La Casa Blanca ha puesto una propuesta sobre la mesa y, por primera vez en semanas, el reloj corre contra Washington. Irán aún no ha dicho si aceptará un acuerdo para reabrir el Estrecho de Ormuz y frenar una guerra que ya ha dejado miles de muertos.
Pero el segundo frente no da tregua: Israel ha intensificado ataques en Líbano, alimentando la percepción de que el conflicto se desborda por los flancos. Y cuando el Golfo y Beirut arden a la vez, el mercado no “descuenta paz”: se cubre.
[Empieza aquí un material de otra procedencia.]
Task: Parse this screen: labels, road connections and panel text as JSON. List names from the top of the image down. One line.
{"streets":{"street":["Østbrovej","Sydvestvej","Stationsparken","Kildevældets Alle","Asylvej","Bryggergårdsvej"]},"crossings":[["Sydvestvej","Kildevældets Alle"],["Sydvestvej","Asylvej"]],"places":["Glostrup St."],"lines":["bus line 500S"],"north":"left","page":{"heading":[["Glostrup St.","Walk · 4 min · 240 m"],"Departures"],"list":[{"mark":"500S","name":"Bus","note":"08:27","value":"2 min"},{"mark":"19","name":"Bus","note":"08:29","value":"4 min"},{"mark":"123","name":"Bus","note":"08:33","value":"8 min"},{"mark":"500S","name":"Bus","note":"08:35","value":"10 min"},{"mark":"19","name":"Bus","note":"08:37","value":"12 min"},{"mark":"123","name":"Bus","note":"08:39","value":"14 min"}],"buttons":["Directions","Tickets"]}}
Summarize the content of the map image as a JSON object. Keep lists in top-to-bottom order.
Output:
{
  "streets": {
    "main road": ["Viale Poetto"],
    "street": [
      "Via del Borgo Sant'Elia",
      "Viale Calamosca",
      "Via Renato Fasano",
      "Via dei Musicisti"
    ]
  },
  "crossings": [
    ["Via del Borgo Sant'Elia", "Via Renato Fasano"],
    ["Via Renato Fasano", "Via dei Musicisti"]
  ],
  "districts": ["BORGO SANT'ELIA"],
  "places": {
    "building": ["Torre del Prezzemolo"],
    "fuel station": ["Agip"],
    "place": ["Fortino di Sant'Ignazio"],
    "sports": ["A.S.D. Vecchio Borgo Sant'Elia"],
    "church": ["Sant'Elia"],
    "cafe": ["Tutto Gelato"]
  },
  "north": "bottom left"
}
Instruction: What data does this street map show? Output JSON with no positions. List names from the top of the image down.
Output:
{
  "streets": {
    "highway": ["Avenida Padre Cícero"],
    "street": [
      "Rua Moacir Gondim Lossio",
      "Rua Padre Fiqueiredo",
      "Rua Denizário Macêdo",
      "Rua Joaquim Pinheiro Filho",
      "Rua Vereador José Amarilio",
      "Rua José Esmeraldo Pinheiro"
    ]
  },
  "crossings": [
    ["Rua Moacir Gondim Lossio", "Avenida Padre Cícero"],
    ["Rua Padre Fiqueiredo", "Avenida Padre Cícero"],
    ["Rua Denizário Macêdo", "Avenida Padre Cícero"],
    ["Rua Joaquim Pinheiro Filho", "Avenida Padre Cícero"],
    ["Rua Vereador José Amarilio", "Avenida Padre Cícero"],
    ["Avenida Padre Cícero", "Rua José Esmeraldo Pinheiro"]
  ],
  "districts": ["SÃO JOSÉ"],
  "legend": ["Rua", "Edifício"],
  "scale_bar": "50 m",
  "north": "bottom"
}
Estados Unidos espera que Teherán responda a su propuesta para reabrir Ormuz y cerrar un alto el fuego que, por ahora, sigue siendo más titular que realidad. El punto central es simple y brutal: sin tránsito marítimo fiable, el mundo paga un sobreprecio energético; con tránsito, la inflación respira. Bloomberg encuadra el momento con frialdad: Washington aguarda una decisión iraní mientras las tensiones siguen altas tanto en el Golfo como en Líbano.
La mediación vuelve a apuntar a Pakistán como canal, en un esquema que busca “parar” primero y negociar después. Pero el mercado ya conoce el truco: el alto el fuego es creíble cuando se traduce en buques cruzando, no en comunicados. De ahí que la noticia haya empujado precios y bolsas a bandazos en apenas 48 horas.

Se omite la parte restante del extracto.